> _WHAT YOU SHOULD DO_: Go through the records line by line from the top and repeat each one exactly, ending with the line that contains "ctx.lineWidth = width;".
Start of DATA SHOWN
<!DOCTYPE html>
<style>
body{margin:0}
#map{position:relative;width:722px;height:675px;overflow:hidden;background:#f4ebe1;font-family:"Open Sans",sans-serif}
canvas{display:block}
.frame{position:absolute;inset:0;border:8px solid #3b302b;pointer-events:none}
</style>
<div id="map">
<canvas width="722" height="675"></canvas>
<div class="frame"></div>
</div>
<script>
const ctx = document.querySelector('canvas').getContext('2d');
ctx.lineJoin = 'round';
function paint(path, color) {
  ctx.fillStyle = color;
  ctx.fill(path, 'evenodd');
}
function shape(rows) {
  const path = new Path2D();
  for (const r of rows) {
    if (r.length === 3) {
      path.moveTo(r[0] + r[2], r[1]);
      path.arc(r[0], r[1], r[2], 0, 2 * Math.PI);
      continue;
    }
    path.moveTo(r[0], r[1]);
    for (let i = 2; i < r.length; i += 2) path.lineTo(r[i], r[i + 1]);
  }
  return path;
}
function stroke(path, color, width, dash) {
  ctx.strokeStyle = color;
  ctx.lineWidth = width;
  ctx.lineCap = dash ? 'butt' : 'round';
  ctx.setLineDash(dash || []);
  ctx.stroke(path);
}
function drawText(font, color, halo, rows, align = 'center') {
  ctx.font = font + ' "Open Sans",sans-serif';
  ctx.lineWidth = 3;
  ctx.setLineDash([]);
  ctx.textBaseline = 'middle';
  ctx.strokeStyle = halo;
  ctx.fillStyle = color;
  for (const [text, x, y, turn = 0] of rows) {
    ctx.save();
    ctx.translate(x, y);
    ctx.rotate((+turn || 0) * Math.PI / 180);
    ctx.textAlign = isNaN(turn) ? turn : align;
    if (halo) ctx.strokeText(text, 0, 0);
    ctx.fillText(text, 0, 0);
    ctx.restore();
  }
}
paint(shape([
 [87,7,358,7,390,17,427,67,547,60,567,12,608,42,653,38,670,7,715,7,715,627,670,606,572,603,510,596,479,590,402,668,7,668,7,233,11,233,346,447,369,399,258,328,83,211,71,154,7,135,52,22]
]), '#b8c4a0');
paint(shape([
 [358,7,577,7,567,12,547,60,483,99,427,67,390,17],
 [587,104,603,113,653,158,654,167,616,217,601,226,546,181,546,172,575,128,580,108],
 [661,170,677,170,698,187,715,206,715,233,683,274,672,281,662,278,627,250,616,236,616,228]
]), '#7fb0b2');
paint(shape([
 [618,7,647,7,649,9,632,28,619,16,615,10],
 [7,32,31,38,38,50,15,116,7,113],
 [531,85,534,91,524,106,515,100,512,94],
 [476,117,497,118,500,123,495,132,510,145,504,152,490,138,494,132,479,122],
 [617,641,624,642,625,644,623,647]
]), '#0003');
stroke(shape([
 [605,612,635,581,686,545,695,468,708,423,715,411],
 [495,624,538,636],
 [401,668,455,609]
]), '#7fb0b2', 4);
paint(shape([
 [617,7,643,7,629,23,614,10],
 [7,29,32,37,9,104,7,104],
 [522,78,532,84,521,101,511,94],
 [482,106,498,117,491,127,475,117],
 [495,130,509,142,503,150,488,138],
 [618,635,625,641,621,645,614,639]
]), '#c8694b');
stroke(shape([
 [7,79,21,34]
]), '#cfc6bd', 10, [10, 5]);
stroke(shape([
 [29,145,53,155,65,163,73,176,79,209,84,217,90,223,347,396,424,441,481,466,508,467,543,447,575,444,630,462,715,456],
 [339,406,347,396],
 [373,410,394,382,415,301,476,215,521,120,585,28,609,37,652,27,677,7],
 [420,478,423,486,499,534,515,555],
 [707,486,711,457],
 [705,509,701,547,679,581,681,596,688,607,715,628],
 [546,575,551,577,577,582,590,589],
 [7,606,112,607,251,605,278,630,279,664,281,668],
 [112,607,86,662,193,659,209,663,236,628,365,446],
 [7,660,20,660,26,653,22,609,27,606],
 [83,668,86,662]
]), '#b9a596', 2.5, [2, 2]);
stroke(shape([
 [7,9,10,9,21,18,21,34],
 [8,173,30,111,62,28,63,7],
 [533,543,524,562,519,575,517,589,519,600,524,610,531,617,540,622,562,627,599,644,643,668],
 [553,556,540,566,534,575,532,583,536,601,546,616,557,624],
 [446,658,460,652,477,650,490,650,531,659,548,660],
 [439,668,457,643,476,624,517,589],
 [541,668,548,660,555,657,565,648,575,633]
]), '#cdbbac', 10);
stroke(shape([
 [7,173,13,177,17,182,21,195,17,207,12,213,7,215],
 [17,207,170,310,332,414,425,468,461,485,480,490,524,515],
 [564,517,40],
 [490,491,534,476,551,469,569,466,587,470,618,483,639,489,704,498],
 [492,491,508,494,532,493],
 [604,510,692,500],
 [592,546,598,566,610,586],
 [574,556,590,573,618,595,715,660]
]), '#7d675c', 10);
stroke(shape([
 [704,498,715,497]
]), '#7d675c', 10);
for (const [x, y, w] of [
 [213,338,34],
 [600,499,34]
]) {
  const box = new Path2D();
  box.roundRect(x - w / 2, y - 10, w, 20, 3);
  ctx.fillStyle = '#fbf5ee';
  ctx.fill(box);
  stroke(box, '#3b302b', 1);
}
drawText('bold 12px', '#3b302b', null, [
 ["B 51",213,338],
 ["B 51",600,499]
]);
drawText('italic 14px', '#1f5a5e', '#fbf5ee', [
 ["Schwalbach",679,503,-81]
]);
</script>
End of DATA SHOWN
> _TASK RESULT_:
<!DOCTYPE html>
<style>
body{margin:0}
#map{position:relative;width:722px;height:675px;overflow:hidden;background:#f4ebe1;font-family:"Open Sans",sans-serif}
canvas{display:block}
.frame{position:absolute;inset:0;border:8px solid #3b302b;pointer-events:none}
</style>
<div id="map">
<canvas width="722" height="675"></canvas>
<div class="frame"></div>
</div>
<script>
const ctx = document.querySelector('canvas').getContext('2d');
ctx.lineJoin = 'round';
function paint(path, color) {
  ctx.fillStyle = color;
  ctx.fill(path, 'evenodd');
}
function shape(rows) {
  const path = new Path2D();
  for (const r of rows) {
    if (r.length === 3) {
      path.moveTo(r[0] + r[2], r[1]);
      path.arc(r[0], r[1], r[2], 0, 2 * Math.PI);
      continue;
    }
    path.moveTo(r[0], r[1]);
    for (let i = 2; i < r.length; i += 2) path.lineTo(r[i], r[i + 1]);
  }
  return path;
}
function stroke(path, color, width, dash) {
  ctx.strokeStyle = color;
  ctx.lineWidth = width;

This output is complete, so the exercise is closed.